Hold on; let me back up for a moment. The idea of these setups, which were first proposed, designed, and run in the 1950s by chemists Stanley Miller and Harold Urey, was to simulate the conditions on Earth in primordial times, three or four billion years ago, when life appeared for the first time. The experiments were intended to see if they could make something come alive using nothing but nonliving chemicals.

Do you know what emerged? Not life, but something fascinating all the same. The chemicals gave rise to significant chemical compounds: a handful of amino acids, essential components in the chemistry of life. Amino acids are molecules that hook together to form the proteins that run almost every aspect of biology. They are the building blocks of living things. The details are fascinating, but as a general description, acids are chemicals that can yield or “donate” a proton to another atom or molecule. An acid can be weird and deadly, or it can be mild or gentle like salad dressing.

When it comes to amino acids, they all have a single carbon atom in the middle and a carbon-oxygen-oxygen chain on one side. The remarkable property of carbon is that it carries four places for other chemicals to attach, four “bonding sites” as they're called. In amino acids, one of the sites is a chain of atoms: carbon-oxygen-oxygen. On its own, we call it carboxylic acid. When it's connected to another molecule we refer to it as a carboxyl group. In amino acids, one of the central carbon's sites is for the carboxyl group, and the other three sites carry various other configurations of carbon, sulfur, nitrogen, and especially hydrogen.
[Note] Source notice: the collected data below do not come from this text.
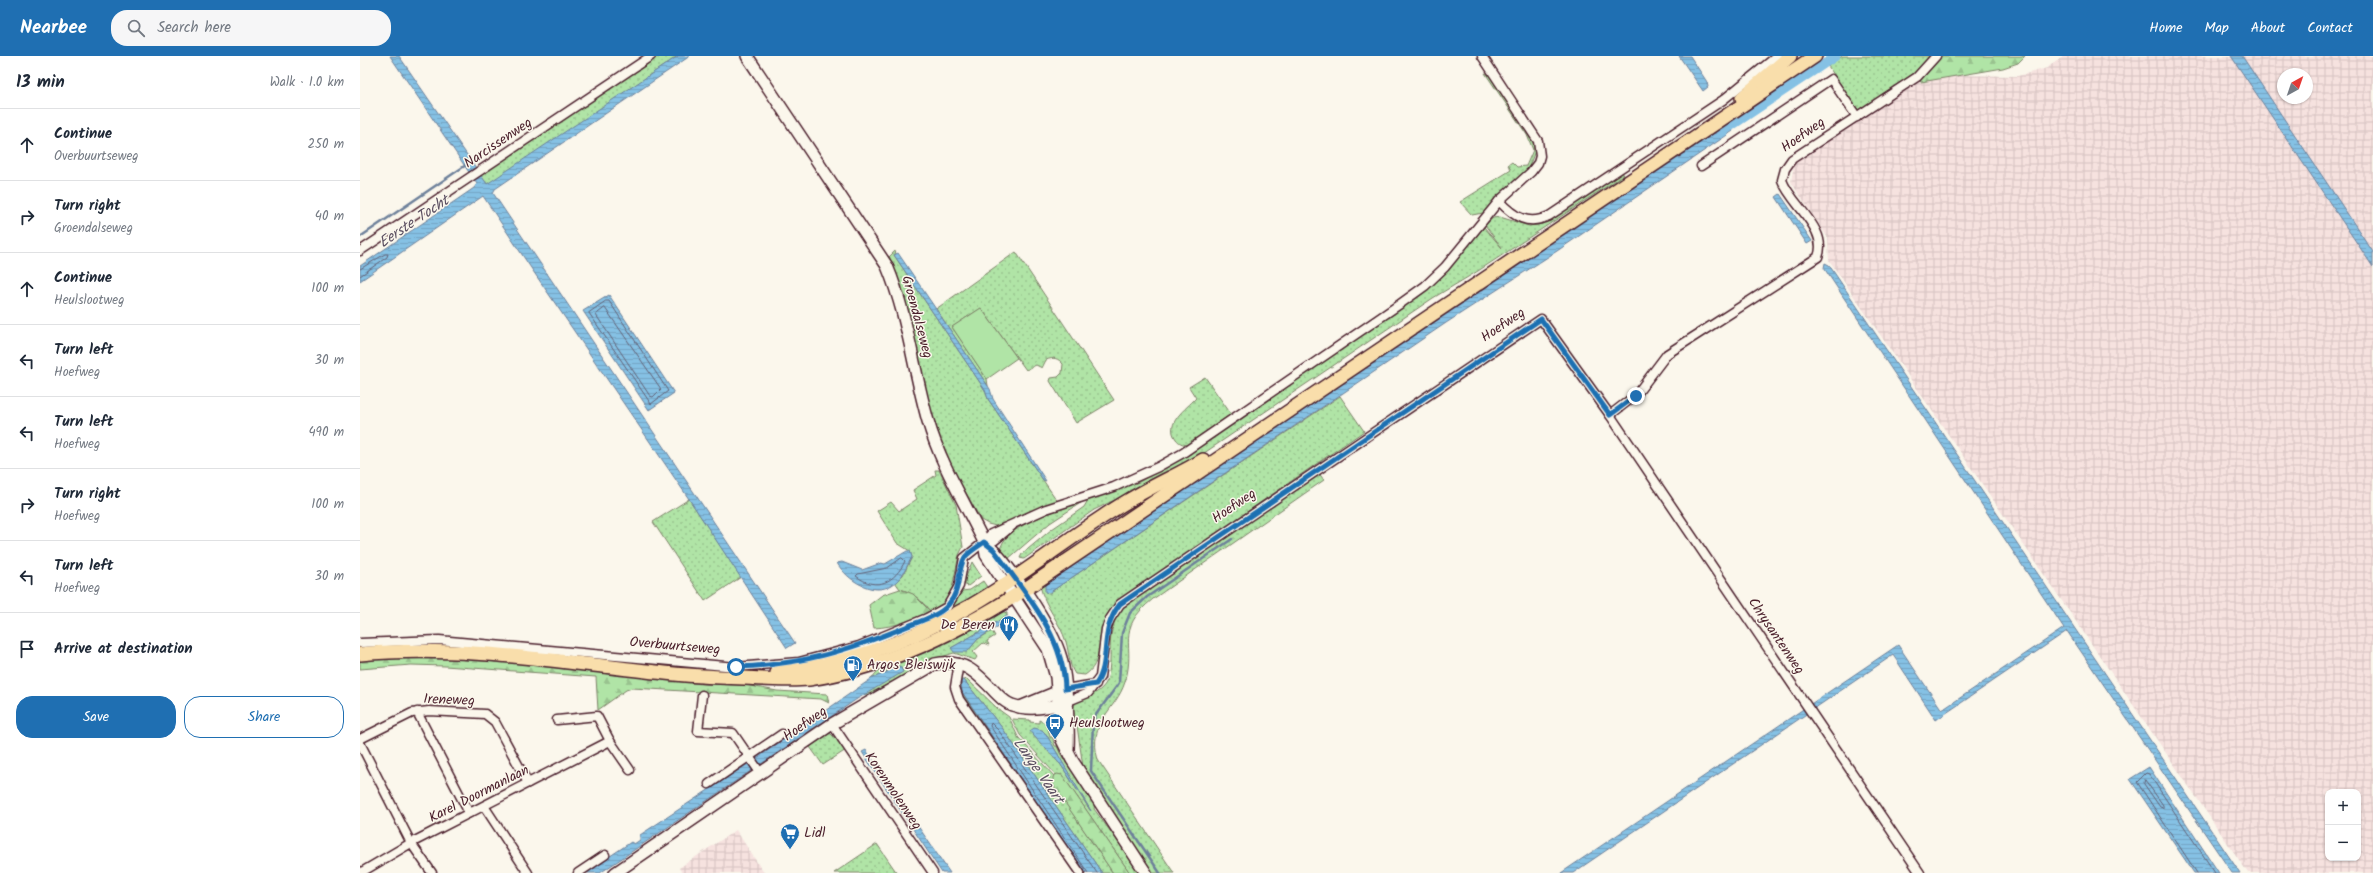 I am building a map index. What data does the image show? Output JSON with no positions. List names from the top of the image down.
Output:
{
  "streets": {
    "main road": ["Overbuurtseweg"],
    "street": [
      "Hoefweg",
      "Narcissenweg",
      "Groendalseweg",
      "Chrysantenweg",
      "Ireneweg",
      "Korenmolenweg",
      "Karel Doormanlaan"
    ]
  },
  "crossings": [
    ["Hoefweg", "Chrysantenweg"],
    ["Hoefweg", "Korenmolenweg"],
    ["Groendalseweg", "Overbuurtseweg"],
    ["Ireneweg", "Karel Doormanlaan"]
  ],
  "water": ["Eerste Tocht", "Lange Vaart"],
  "places": {
    "restaurant": ["De Beren"],
    "fuel station": ["Argos Bleiswijk"],
    "bus stop": ["Heulslootweg"],
    "supermarket": ["Lidl"]
  },
  "north": "top right",
  "page": {
    "header": "Nearbee",
    "search": "Search here",
    "nav": [
      "Home",
      "Map",
      "About",
      "Contact"
    ],
    "heading": ["13 min", "Walk · 1.0 km"],
    "list": [
      ["Continue", "Overbuurtseweg", "250 m"],
      ["Turn right", "Groendalseweg", "40 m"],
      ["Continue", "Heulslootweg", "100 m"],
      ["Turn left", "Hoefweg", "30 m"],
      ["Turn left", "Hoefweg", "490 m"],
      ["Turn right", "Hoefweg", "100 m"],
      ["Turn left", "Hoefweg", "30 m"],
      "Arrive at destination"
    ],
    "buttons": ["Save", "Share"],
    "map_buttons": ["+", "−"]
  }
} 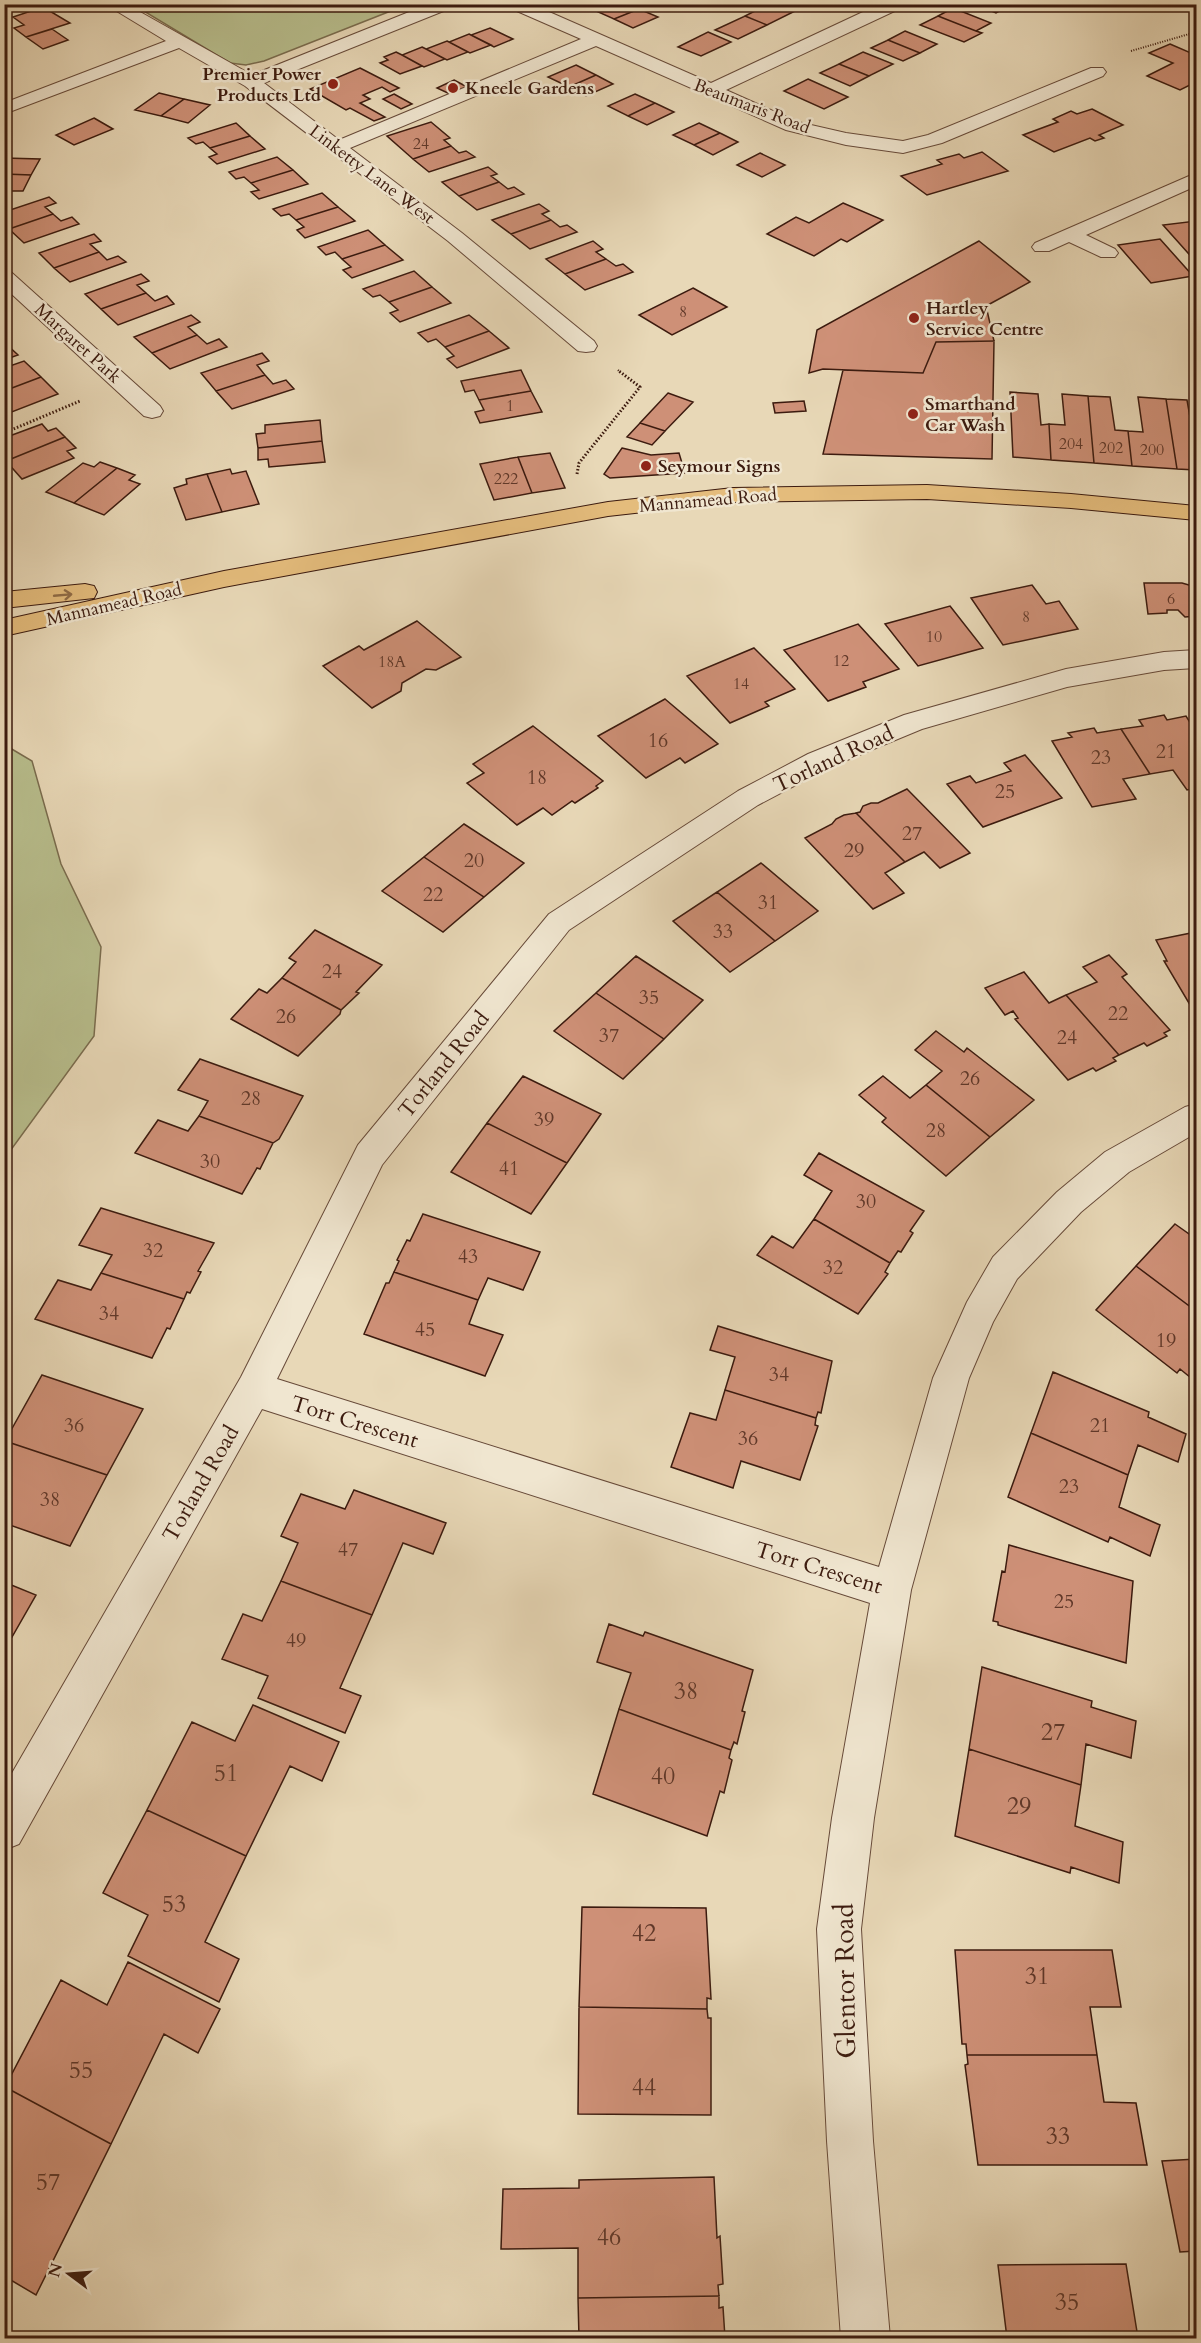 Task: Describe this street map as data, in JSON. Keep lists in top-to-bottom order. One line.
{"streets":{"main road":["Mannamead Road"],"street":["Beaumaris Road","Linketty Lane West","Margaret Park","Torland Road","Torr Crescent","Glentor Road"]},"crossings":[["Torland Road","Torr Crescent"],["Torr Crescent","Glentor Road"]],"places":["Premier Power Products Ltd","Kneele Gardens","Hartley Service Centre","Smarthand Car Wash","Seymour Signs"],"house_numbers":["24","8","1","204","202","200","222","6","8","10","12","18A","14","16","21","23","18","25","27","29","20","22","31","33","24","35","22","26","37","24","26","28","39","28","30","41","30","32","43","32","34","45","19","34","36","21","36","23","38","47","25","49","38","27","51","40","29","53","42","31","55","44","33","57","46","35"],"north":"left"}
I mention all this detail, because it's astonishing to realize that that's it. There are only twenty or so naturally occurring amino acids. (There's some debate about exactly how many are used by living things, but at most it may be a few more than twenty.) They all come from combinations of just a few different types of atoms. Amino acids form the so-called peptide molecules that link together to create the polypeptides that form proteins. Proteins, in turn, do much of the work in cells. They build structure; they run metabolism; they regulate responses, the whole shebang. And these amino acids were produced in the several versions of the Miller-Urey experiment. Actually, they produced the natural amino acids, along with a few additional but nonnatural, chemically logical configurations of other amino acids. It's astonishing. Just five chemical elements, and look at all the living things they create!

To create these compounds, Miller and Urey had to infer the composition of the primordial Earth's atmosphere and the primordial Earth's ocean. With the advantage of a few decades of additional knowledge, biologists today generally believe that they played it more conservatively than perhaps they needed to. They loaded the big glass flask with some natural gas or methane, some water vapor, and some ammonia. If you're scoring along with us, those are CH
4
, H
2
O, and NH
3
in chemical notation. They gave it a spark, which they reasonably figured would have happened during primordial thunderstorms. One key missing element: They didn't have a source of sulfur.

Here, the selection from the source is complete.